● What the task requires
Nothing but the lines from the start of the entries through the line holding "position:absolute; left:12px; top:1118px;" is to be repeated, exactly and with pictures excluded.

----- Information -----

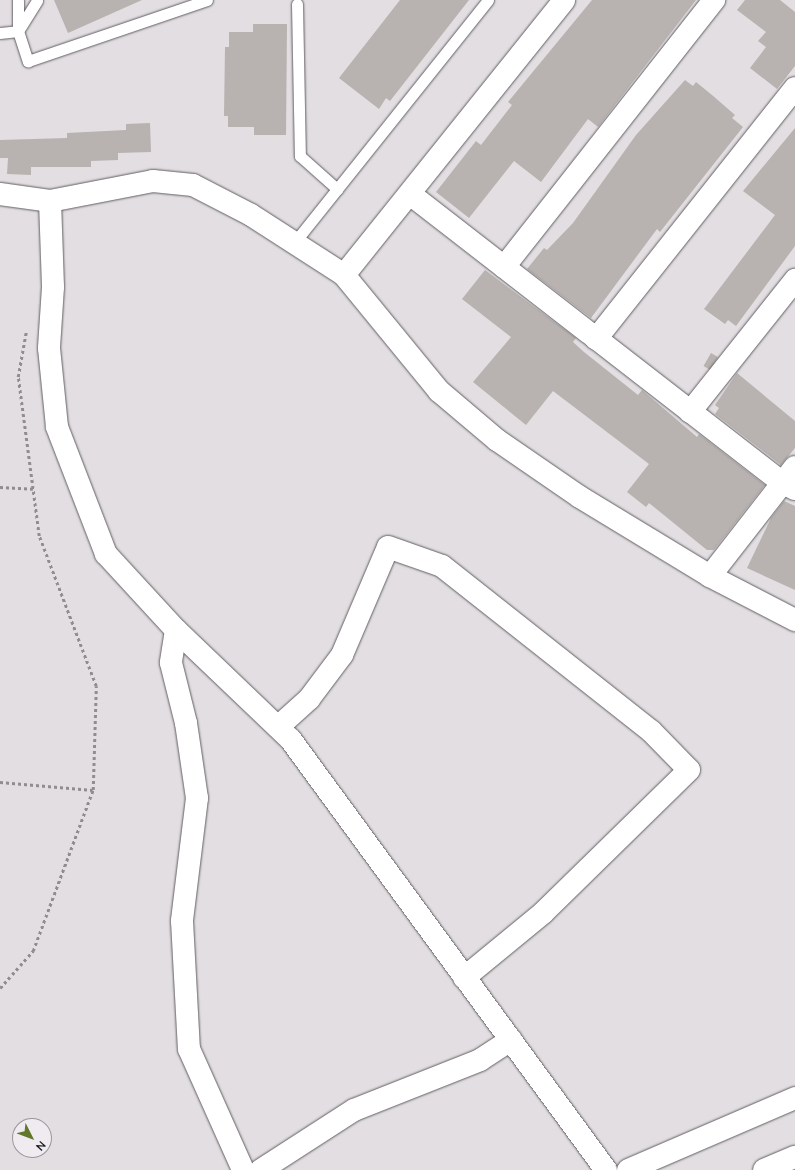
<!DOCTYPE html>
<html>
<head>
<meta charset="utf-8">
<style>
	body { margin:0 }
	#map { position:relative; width:795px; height:1170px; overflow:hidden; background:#e2dee2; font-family:"Nunito Sans",sans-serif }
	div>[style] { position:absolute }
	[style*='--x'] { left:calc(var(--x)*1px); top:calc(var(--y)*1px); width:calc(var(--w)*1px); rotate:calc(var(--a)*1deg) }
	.building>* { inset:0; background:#b8b2b0; transform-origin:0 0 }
	.path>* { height:2.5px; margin-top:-1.25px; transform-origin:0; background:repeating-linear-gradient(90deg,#908d90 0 3px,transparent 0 6px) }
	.roads { filter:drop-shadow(0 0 1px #615e62) drop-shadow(0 0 1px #615e62) }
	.service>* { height:11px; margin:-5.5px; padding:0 5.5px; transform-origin:5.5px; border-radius:5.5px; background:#fff }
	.minor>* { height:22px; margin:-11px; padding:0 11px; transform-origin:11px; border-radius:11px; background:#fff }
	.motorway>* { height:22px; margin:-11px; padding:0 11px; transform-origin:11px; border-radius:11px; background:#fff }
	span { translate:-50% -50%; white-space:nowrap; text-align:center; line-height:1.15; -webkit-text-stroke:3.5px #efebf0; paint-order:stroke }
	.north { position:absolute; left:12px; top:1118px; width:40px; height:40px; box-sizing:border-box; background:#efebf0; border:1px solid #9a979b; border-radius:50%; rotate:132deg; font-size:11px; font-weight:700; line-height:16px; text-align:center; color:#1b191b }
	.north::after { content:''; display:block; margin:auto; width:14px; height:18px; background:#5f782a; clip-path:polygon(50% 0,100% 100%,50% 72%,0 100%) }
</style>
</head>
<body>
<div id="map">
	<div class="building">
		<div style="clip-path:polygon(54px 0,142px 0,68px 33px)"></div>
		<div style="clip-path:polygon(400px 0,469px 0,390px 101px,386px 98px,379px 109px,339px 78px)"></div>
		<div style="clip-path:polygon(592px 0,696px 0,598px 127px,588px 119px,541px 182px,514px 161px,469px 218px,436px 192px,476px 141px,481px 145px,512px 105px,508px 102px)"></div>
		<div style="clip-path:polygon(745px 0,780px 0,795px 12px,795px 66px,777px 89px,750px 68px,766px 47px,758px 41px,766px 32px,737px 10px)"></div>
		<div style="clip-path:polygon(253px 24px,287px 24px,286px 135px,254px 135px,254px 127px,228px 127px,228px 116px,224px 116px,225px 47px,229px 47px,229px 32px,253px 32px)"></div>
		<div style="clip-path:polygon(685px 80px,693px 86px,696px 82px,712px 95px,735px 115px,732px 118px,743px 127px,660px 232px,657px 229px,591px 318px,527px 269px,544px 248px,547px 250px,573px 223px,636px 135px)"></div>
		<div style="clip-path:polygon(150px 123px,151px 152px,118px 153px,118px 160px,91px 161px,91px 167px,31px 167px,31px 175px,7px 174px,8px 158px,0 158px,0 140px,67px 138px,67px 133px,126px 130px,126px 124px)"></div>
		<div style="clip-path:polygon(795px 128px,795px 246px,736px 326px,728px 320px,725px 324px,704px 309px,775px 215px,743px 191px)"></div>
		<div style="clip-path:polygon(485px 270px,576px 338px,573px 342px,584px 352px,638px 395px,642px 390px,697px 437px,699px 434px,765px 485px,714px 550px,707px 550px,649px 503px,646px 507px,627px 492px,649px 464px,553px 391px,526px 425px,473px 382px,511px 337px,462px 299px)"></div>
		<div style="left:711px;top:353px;width:8px;height:15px;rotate:30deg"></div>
		<div style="clip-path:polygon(737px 373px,795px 421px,795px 448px,781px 465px,715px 414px,719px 408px,715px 405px)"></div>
		<div style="clip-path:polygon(784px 501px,795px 506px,795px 590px,747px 568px,771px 518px)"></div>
	</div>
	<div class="path">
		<div style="--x:0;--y:487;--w:33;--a:3"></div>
		<div style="--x:0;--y:782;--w:93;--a:4.9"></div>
		<div style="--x:0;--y:988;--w:50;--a:-48.3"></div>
		<div style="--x:33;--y:951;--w:172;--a:-69.6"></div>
		<div style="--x:93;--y:790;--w:104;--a:-88.3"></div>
		<div style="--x:96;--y:686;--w:160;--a:-110.8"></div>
		<div style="--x:39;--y:536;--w:160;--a:-97.5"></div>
		<div style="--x:18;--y:377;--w:46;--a:-79.9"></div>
	</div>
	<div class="roads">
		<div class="service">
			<div style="--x:18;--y:0;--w:31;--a:90"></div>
			<div style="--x:18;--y:31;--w:32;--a:72"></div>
			<div style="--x:28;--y:61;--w:189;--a:-18.8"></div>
			<div style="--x:297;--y:4;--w:152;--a:88.9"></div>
			<div style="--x:300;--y:156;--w:50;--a:41.7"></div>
			<div style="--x:0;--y:33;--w:18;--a:-6"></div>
			<div style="--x:18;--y:31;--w:36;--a:-58"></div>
			<div style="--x:294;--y:243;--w:311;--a:-51.4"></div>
		</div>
		<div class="minor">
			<div style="--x:0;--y:194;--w:50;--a:8"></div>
			<div style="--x:50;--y:201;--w:105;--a:-11"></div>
			<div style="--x:153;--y:181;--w:40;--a:5.7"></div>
			<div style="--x:193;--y:185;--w:65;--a:27.3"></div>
			<div style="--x:251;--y:215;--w:111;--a:32.8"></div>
			<div style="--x:344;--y:275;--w:150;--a:50.7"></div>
			<div style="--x:439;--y:391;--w:76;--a:40.2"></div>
			<div style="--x:497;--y:440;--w:101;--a:34.5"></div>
			<div style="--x:580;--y:497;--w:152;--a:31.3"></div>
			<div style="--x:710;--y:576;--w:96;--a:27.4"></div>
			<div style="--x:410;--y:194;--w:472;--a:37.8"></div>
			<div style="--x:783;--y:483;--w:13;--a:27"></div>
			<div style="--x:50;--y:201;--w:86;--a:88"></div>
			<div style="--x:53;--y:287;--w:61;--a:93.8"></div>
			<div style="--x:49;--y:348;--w:79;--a:84.2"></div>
			<div style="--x:57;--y:427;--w:136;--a:68.9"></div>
			<div style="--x:106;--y:554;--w:103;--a:47.4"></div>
			<div style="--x:176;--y:630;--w:159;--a:43.7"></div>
			<div style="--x:291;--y:740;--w:533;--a:53.78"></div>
			<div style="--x:504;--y:267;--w:340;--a:-51.8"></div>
			<div style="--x:344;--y:275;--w:352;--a:-51.3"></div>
			<div style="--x:596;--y:339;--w:320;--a:-51.6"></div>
			<div style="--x:690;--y:412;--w:169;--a:-51.5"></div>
			<div style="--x:710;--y:576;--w:138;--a:-52.1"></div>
			<div style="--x:176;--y:630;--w:33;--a:99"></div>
			<div style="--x:171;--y:663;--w:62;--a:76"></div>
			<div style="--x:186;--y:723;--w:76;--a:81.7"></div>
			<div style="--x:197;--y:798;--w:124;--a:97"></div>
			<div style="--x:182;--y:921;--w:128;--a:86.9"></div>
			<div style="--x:189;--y:1049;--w:133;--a:65.9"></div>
			<div style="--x:278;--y:727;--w:42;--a:-42.1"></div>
			<div style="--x:309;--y:699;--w:55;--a:-53.1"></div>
			<div style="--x:342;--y:655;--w:117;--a:-66.9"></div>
			<div style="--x:388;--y:547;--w:57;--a:19.4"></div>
			<div style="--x:442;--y:566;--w:266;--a:38.3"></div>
			<div style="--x:651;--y:731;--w:54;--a:45.7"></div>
			<div style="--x:689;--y:770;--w:204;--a:135.6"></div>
			<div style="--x:543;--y:913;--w:102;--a:140.6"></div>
			<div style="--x:261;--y:1170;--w:111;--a:-32.8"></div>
			<div style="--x:354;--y:1110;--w:136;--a:-21.6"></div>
			<div style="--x:480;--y:1060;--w:37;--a:-33"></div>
			<div style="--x:628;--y:1170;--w:182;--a:-23.3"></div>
		</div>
		<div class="motorway">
			<div style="--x:764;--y:1170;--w:34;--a:-23"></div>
		</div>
	</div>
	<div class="north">N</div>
</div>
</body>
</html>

-----

● Task result
<!DOCTYPE html>
<html>
<head>
<meta charset="utf-8">
<style>
	body { margin:0 }
	#map { position:relative; width:795px; height:1170px; overflow:hidden; background:#e2dee2; font-family:"Nunito Sans",sans-serif }
	div>[style] { position:absolute }
	[style*='--x'] { left:calc(var(--x)*1px); top:calc(var(--y)*1px); width:calc(var(--w)*1px); rotate:calc(var(--a)*1deg) }
	.building>* { inset:0; background:#b8b2b0; transform-origin:0 0 }
	.path>* { height:2.5px; margin-top:-1.25px; transform-origin:0; background:repeating-linear-gradient(90deg,#908d90 0 3px,transparent 0 6px) }
	.roads { filter:drop-shadow(0 0 1px #615e62) drop-shadow(0 0 1px #615e62) }
	.service>* { height:11px; margin:-5.5px; padding:0 5.5px; transform-origin:5.5px; border-radius:5.5px; background:#fff }
	.minor>* { height:22px; margin:-11px; padding:0 11px; transform-origin:11px; border-radius:11px; background:#fff }
	.motorway>* { height:22px; margin:-11px; padding:0 11px; transform-origin:11px; border-radius:11px; background:#fff }
	span { translate:-50% -50%; white-space:nowrap; text-align:center; line-height:1.15; -webkit-text-stroke:3.5px #efebf0; paint-order:stroke }
	.north { position:absolute; left:12px; top:1118px; width:40px; height:40px; box-sizing:border-box; background:#efebf0; border:1px solid #9a979b; border-radius:50%; rotate:132deg; font-size:11px; font-weight:700; line-height:16px; text-align:center; color:#1b191b }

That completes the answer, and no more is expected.